Conservative states still fight Medicaid expansions under ACA. Politico: “…most of the holdout states are walking away from the money and what they regard as a broken entitlement program. Some even want to shrink the program they have. ‘The cost of expanding Medicaid under Obamacare is irresponsible and unsustainable,’ said Kansas Gov. Sam Brownback on Thursday after he vetoed an expansion bill … North Carolina Gov. Roy Cooper, a Democrat, tried to expand the program unilaterally upon taking office earlier this year, but Republican lawmakers are challenging him in court. In Maine, voters will consider a ballot initiative in November after conservative Gov. Paul LePage has vetoed several expansion bills.”
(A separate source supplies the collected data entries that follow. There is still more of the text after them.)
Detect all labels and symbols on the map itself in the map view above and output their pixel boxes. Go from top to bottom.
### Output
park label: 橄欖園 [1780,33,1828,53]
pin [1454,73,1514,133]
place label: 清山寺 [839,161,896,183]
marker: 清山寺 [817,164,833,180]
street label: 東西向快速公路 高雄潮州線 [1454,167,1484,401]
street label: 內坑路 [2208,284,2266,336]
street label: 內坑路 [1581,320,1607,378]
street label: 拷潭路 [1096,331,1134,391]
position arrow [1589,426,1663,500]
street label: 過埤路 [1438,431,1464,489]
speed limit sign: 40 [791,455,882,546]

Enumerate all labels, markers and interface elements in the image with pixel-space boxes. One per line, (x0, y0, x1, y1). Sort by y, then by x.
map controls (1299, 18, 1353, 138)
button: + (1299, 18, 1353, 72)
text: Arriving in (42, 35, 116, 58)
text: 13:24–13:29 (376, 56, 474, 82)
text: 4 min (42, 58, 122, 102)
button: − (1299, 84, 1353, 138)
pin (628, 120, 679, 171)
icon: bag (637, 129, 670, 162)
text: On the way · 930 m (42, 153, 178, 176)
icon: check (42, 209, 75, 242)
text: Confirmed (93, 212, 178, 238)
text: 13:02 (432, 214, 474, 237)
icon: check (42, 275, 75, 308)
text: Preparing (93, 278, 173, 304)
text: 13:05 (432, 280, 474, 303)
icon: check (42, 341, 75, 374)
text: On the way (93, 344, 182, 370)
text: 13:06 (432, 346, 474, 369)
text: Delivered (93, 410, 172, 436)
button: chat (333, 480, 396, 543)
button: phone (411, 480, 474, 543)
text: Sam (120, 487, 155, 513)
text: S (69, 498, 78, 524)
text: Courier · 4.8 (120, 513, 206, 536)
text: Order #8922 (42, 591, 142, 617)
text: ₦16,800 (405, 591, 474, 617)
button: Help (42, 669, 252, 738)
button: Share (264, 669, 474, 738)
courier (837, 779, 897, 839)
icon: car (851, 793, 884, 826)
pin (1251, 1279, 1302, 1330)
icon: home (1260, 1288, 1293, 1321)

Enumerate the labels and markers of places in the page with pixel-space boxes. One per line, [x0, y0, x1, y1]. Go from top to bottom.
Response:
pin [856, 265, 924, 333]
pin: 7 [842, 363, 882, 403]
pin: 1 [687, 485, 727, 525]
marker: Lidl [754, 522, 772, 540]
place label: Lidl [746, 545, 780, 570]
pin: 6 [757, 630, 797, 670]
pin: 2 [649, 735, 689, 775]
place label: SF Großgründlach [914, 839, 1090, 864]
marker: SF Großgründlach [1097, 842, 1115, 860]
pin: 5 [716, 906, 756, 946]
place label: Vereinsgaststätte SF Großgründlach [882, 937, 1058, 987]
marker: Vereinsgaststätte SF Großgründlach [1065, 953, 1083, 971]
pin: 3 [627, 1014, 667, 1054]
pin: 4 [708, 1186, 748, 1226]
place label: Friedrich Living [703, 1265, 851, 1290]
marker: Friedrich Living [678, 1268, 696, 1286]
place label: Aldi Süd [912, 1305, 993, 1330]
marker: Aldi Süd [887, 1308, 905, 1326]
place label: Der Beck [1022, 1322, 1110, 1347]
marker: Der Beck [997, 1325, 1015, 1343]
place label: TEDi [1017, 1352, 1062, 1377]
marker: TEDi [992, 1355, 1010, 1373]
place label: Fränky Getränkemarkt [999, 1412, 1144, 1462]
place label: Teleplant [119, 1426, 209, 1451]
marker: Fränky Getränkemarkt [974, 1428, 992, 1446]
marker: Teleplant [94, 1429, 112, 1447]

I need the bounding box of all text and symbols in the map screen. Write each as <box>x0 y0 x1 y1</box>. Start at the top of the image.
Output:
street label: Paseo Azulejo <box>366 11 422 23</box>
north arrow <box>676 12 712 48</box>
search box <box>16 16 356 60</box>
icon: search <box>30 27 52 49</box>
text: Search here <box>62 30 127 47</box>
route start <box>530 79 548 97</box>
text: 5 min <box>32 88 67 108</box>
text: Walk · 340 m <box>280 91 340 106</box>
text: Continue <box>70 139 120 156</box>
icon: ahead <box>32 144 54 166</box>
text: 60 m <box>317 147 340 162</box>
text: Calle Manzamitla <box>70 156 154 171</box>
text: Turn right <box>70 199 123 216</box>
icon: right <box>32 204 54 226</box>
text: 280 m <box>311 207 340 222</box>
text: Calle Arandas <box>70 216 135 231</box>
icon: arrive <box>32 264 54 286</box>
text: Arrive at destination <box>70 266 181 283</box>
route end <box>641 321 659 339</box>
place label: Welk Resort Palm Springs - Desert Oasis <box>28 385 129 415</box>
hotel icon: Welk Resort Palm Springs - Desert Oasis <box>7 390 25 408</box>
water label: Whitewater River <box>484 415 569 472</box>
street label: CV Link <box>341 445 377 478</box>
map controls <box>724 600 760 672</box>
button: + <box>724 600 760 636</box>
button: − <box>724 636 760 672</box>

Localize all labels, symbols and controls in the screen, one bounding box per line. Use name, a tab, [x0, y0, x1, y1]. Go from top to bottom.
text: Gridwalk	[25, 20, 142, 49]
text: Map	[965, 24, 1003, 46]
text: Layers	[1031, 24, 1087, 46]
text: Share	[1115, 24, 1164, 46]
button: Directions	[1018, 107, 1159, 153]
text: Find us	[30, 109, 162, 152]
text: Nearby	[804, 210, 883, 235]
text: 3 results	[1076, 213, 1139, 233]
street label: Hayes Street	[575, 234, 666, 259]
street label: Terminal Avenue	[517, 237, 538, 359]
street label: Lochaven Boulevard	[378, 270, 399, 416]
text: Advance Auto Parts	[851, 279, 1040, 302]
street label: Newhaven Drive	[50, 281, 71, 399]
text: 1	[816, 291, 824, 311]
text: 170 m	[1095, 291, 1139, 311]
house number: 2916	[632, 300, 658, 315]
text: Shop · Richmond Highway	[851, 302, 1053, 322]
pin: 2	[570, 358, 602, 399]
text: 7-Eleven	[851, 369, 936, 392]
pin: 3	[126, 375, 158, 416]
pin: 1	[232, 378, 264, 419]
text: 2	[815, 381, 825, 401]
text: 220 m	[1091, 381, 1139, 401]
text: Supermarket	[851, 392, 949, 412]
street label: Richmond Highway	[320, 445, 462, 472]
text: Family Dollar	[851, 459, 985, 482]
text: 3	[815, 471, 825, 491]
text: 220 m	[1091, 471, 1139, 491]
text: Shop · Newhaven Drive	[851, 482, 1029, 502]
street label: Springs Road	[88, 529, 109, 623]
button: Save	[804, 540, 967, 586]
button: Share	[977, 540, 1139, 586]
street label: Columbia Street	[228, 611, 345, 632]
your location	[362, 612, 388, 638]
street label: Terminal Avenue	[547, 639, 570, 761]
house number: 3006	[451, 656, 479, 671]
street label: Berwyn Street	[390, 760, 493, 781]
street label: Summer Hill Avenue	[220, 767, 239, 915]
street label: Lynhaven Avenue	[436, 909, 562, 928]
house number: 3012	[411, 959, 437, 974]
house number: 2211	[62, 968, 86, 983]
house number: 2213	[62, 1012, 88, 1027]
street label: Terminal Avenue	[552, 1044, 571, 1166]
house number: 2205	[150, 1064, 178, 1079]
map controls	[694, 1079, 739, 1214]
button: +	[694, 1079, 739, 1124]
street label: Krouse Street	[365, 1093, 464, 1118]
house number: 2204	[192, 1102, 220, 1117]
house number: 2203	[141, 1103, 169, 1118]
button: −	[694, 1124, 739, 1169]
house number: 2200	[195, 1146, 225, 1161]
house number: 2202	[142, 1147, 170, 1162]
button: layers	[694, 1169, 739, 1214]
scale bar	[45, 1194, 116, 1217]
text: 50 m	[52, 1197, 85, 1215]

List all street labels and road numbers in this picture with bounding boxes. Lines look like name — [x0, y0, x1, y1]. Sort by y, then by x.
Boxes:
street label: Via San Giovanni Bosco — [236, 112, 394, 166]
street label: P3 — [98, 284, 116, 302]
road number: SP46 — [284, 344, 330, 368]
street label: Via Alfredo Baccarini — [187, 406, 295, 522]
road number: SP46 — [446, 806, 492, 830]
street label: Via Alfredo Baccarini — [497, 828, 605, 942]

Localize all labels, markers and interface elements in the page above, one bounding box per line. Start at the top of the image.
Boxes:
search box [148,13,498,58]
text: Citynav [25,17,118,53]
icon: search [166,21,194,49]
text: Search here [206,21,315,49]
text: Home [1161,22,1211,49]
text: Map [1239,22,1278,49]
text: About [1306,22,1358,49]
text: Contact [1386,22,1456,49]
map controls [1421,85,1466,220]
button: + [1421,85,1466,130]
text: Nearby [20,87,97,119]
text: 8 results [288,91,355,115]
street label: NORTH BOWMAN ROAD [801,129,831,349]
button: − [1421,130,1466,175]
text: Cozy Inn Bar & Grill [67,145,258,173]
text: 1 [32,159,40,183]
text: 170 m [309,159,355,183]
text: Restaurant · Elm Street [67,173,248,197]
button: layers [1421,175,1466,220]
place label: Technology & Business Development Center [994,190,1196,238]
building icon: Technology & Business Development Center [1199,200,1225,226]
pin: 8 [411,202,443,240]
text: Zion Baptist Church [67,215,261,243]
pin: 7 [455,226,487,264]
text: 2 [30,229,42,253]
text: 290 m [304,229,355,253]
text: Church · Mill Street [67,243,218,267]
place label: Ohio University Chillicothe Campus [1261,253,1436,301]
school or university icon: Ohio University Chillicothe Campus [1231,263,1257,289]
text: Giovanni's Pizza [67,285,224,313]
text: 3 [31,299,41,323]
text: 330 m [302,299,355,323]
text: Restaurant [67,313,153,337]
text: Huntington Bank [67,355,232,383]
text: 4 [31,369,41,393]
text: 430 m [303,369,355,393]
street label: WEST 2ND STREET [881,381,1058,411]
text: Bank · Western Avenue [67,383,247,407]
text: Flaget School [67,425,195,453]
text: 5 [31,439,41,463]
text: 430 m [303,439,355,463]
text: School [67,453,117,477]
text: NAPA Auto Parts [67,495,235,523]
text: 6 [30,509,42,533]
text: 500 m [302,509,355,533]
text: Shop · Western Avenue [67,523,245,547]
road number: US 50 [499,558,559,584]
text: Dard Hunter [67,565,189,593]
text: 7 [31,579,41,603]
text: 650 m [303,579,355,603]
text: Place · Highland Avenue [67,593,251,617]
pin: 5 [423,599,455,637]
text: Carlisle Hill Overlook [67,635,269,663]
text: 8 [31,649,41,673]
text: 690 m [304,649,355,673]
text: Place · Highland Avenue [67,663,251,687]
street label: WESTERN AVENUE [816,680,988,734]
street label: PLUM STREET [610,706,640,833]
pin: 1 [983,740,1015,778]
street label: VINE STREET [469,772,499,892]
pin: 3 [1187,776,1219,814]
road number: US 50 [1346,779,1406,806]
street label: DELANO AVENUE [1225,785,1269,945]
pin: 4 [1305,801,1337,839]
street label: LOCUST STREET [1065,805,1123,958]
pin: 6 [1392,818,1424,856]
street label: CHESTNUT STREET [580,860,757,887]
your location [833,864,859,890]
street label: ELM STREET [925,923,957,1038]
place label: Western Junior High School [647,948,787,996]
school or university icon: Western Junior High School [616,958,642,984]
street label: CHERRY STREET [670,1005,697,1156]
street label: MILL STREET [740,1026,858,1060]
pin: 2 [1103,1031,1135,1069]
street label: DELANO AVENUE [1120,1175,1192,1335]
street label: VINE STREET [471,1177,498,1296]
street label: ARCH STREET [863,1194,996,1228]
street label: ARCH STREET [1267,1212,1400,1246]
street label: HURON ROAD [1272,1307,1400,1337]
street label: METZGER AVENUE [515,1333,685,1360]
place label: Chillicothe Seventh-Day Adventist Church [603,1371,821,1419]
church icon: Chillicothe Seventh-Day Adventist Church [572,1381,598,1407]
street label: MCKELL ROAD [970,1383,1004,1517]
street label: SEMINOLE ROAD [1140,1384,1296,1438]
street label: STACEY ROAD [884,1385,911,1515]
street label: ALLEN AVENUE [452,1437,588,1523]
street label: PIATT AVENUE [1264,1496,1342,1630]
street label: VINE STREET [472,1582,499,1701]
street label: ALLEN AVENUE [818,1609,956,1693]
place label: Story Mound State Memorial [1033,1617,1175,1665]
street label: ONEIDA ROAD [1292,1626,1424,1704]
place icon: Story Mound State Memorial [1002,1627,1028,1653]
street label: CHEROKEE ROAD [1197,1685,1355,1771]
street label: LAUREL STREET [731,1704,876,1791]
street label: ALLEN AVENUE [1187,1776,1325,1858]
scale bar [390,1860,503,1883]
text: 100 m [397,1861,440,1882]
Republicans expect to maintain ACA subsidies for now. NYT: “Senior House Republicans said Thursday that they expected the federal government to continue paying billions of dollars in subsidies to health insurance companies to keep low-income people covered under the Affordable Care Act for the rest of this year — and perhaps for 2018 as well … The Republican-led House [previously] won a lawsuit accusing the Obama administration of unconstitutionally paying the insurance-company subsidies … that decision is on appeal … [Rep. Greg] Walden said his preference was for Congress to appropriate the money, about $7 billion a year. That is ‘the best legal way to do it,’ he said. At the same time, Mr. Ryan said the House would pursue the litigation to vindicate its ‘power of the purse.'”
Senate scraps Obama rule that encourage retirement saving. NYT: “…The vote reverses a Labor Department rule that allows local governments to automatically enroll private-sector workers in retirement plans unless they opt out. The 50-49 vote was a startling reversal for many Republicans, who have argued for much of their careers that overzealous federal regulators were trampling the rights of state and local governments.”